## RECORDS SHOWN
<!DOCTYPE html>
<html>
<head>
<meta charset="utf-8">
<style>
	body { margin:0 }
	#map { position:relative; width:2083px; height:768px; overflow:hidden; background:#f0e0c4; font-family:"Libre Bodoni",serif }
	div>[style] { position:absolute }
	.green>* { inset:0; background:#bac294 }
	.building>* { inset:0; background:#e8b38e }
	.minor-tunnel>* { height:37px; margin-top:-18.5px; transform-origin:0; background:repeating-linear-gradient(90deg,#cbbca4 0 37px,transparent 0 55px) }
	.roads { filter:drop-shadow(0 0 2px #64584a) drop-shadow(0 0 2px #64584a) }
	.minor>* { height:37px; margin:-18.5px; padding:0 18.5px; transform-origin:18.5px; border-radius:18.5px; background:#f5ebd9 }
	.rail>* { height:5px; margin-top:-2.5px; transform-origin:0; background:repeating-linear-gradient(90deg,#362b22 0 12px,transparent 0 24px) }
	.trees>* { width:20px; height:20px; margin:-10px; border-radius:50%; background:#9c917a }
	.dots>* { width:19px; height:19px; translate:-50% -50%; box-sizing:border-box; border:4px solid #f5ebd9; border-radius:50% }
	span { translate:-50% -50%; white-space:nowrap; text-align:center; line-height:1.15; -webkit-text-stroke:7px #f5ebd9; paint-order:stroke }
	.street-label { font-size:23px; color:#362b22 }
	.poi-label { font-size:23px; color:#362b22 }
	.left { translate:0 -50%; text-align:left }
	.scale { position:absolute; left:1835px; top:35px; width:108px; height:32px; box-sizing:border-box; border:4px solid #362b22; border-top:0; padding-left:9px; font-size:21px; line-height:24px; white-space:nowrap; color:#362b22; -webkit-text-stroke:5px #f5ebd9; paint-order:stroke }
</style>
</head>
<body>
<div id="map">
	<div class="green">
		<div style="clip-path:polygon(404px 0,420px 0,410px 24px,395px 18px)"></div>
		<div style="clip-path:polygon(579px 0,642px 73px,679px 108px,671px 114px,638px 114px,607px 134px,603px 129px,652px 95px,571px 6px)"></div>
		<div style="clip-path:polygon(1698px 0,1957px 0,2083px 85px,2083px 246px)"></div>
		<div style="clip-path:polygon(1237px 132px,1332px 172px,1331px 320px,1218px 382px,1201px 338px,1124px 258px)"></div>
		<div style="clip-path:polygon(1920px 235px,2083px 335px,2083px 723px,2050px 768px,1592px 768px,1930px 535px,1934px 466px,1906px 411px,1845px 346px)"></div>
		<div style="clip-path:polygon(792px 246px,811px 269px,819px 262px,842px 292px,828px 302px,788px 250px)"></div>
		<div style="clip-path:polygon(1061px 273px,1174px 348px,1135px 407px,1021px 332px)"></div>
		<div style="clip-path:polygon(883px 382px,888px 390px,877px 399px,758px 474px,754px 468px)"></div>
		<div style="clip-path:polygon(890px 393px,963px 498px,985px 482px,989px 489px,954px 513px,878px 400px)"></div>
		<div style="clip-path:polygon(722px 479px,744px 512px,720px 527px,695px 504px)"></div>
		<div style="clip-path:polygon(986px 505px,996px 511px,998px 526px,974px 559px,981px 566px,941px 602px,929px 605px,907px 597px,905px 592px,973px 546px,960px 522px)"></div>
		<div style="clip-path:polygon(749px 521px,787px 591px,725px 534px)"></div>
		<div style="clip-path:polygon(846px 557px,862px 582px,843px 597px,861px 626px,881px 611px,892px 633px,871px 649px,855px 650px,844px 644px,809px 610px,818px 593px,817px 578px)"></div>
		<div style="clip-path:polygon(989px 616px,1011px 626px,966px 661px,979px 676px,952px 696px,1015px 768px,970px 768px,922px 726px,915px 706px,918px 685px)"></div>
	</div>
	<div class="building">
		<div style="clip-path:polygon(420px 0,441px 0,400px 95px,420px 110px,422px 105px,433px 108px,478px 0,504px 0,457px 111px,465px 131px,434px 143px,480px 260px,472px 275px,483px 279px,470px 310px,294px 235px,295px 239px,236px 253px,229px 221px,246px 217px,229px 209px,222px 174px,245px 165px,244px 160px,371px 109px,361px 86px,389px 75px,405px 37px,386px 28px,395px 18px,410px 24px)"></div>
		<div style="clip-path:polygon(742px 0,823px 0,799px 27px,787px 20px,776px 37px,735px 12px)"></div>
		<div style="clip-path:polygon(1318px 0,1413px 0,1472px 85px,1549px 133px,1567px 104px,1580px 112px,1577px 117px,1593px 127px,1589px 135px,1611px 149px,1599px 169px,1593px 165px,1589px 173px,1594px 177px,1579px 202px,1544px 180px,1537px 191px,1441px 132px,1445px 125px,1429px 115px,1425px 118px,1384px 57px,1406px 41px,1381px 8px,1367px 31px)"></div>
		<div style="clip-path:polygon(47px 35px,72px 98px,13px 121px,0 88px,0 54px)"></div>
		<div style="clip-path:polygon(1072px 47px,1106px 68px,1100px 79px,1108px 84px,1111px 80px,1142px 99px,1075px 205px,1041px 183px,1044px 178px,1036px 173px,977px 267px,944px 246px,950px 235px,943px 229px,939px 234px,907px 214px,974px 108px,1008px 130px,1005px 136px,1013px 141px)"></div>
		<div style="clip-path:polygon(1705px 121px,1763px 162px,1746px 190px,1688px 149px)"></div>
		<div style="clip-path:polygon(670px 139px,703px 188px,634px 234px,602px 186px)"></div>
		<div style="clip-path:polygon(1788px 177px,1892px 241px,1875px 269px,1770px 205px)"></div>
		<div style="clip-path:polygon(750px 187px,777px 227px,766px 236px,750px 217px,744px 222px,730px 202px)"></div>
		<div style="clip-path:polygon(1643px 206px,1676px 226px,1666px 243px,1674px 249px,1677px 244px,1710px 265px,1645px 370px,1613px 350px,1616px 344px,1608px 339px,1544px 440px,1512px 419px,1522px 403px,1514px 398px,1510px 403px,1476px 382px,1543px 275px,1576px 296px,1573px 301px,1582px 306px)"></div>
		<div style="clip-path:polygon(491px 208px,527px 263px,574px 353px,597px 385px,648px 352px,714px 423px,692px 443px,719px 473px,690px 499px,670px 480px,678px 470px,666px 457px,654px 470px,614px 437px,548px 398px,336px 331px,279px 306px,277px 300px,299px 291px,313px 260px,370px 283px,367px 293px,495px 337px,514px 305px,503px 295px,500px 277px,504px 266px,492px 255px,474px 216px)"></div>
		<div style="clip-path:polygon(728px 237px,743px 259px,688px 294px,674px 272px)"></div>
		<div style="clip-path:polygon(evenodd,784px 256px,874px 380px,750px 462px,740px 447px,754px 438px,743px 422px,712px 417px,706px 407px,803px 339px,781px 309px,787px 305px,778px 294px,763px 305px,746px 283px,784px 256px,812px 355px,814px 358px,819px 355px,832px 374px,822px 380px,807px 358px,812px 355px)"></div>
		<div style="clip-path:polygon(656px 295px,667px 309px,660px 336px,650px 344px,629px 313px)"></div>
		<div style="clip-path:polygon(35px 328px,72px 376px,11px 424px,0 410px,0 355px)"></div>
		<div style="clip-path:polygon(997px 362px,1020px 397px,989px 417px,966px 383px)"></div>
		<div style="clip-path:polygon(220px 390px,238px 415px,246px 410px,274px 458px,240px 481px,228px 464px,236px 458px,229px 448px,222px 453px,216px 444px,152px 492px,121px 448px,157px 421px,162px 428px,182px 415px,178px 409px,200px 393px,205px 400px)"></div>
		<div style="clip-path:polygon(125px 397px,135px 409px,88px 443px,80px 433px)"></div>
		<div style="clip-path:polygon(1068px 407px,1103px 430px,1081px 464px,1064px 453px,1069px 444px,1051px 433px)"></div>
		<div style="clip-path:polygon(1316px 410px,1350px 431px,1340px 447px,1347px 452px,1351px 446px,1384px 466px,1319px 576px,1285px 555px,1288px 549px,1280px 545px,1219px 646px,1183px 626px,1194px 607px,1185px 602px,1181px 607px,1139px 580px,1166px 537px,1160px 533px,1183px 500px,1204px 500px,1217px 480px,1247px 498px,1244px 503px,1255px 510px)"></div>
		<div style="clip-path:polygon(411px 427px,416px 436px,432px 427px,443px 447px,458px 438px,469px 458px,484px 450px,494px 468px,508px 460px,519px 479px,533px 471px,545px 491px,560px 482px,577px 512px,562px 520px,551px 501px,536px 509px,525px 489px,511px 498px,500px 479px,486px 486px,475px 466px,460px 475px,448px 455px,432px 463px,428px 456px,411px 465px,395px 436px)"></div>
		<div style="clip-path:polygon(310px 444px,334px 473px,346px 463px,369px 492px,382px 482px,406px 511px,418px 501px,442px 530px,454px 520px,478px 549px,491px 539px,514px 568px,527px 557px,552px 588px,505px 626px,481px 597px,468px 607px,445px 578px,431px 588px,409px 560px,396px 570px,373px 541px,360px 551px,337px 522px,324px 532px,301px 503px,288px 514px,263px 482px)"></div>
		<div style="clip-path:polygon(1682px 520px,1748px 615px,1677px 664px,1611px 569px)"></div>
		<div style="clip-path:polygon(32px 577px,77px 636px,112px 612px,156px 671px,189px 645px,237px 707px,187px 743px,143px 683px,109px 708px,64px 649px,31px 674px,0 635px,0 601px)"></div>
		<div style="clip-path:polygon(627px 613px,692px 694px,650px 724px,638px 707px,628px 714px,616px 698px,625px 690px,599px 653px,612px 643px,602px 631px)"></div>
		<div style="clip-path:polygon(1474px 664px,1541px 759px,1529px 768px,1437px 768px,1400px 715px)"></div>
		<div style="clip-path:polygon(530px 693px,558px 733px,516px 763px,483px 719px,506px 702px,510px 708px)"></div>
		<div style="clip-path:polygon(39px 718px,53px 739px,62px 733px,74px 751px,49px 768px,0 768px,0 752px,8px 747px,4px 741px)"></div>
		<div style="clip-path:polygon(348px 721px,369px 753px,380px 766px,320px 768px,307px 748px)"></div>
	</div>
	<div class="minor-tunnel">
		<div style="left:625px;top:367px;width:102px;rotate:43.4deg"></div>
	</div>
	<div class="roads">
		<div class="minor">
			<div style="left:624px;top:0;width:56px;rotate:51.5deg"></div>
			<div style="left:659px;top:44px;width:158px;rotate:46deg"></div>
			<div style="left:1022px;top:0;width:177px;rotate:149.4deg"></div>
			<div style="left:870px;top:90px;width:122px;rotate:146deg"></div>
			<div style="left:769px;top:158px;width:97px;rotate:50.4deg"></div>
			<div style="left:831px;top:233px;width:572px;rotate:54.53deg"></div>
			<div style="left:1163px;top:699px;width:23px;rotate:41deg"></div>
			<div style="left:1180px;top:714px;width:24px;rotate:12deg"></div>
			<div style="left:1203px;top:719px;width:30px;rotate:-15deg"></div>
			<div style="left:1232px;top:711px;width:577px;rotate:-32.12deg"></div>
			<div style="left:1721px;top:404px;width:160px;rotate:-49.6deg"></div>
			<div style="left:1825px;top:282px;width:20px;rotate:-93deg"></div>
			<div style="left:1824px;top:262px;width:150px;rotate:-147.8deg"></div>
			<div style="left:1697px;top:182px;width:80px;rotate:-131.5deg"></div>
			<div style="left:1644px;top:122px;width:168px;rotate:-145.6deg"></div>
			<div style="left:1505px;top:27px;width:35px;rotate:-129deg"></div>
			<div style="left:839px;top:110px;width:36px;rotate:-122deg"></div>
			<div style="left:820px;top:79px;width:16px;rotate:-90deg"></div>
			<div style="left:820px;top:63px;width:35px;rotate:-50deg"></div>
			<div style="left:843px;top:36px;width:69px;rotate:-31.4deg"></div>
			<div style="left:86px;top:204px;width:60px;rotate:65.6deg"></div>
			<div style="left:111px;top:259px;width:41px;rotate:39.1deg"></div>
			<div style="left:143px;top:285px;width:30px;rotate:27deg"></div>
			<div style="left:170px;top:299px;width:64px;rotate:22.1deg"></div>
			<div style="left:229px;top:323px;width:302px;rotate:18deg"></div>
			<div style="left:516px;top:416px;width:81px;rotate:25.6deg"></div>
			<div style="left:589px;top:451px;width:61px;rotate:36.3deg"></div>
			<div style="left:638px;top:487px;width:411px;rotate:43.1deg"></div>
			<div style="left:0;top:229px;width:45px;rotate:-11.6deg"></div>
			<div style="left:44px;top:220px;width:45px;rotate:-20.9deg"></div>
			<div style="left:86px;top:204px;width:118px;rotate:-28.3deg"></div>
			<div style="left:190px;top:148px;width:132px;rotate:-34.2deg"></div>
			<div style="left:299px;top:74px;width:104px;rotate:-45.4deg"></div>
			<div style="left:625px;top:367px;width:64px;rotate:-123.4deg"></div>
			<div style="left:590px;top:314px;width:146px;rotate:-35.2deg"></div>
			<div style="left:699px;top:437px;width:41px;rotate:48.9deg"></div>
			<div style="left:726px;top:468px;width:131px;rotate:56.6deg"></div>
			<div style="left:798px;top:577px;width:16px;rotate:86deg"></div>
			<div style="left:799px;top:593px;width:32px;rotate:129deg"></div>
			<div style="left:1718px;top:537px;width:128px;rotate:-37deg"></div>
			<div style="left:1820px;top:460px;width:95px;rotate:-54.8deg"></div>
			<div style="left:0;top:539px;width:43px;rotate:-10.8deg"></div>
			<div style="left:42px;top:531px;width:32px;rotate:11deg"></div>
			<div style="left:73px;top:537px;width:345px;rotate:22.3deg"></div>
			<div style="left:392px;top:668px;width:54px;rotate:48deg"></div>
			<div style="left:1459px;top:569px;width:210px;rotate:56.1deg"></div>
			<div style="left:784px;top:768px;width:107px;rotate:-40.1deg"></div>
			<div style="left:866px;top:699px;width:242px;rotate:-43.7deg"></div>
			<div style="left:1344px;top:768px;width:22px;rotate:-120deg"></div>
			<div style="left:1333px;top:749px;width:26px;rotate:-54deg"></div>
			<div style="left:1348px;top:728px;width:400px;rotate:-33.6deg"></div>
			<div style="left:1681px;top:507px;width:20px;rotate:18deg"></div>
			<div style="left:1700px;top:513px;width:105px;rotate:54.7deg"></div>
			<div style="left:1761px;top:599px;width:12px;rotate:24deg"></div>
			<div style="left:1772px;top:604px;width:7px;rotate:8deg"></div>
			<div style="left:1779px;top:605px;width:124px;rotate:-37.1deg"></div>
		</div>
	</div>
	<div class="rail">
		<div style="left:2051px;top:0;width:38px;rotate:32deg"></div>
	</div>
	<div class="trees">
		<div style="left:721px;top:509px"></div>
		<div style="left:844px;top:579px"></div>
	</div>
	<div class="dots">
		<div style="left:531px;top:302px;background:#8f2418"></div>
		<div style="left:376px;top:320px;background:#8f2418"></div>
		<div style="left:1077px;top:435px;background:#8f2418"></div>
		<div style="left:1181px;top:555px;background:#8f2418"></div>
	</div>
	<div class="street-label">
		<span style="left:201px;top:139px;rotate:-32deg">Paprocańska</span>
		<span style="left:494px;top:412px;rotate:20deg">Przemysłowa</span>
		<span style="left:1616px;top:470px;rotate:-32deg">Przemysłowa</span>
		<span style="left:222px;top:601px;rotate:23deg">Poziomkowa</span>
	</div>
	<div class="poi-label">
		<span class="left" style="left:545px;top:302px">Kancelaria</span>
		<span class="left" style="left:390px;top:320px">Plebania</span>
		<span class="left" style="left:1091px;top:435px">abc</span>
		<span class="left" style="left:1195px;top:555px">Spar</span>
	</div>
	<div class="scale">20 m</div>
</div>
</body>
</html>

## YOUR INSTRUCTIONS
Begin with the first line of the data above and, please, print each line exactly until you have printed the line containing "filter:drop-shadow(0 0 2px"; print nothing else.

## ANSWER TO THIS EXERCISE
<!DOCTYPE html>
<html>
<head>
<meta charset="utf-8">
<style>
	body { margin:0 }
	#map { position:relative; width:2083px; height:768px; overflow:hidden; background:#f0e0c4; font-family:"Libre Bodoni",serif }
	div>[style] { position:absolute }
	.green>* { inset:0; background:#bac294 }
	.building>* { inset:0; background:#e8b38e }
	.minor-tunnel>* { height:37px; margin-top:-18.5px; transform-origin:0; background:repeating-linear-gradient(90deg,#cbbca4 0 37px,transparent 0 55px) }
	.roads { filter:drop-shadow(0 0 2px #64584a) drop-shadow(0 0 2px #64584a) }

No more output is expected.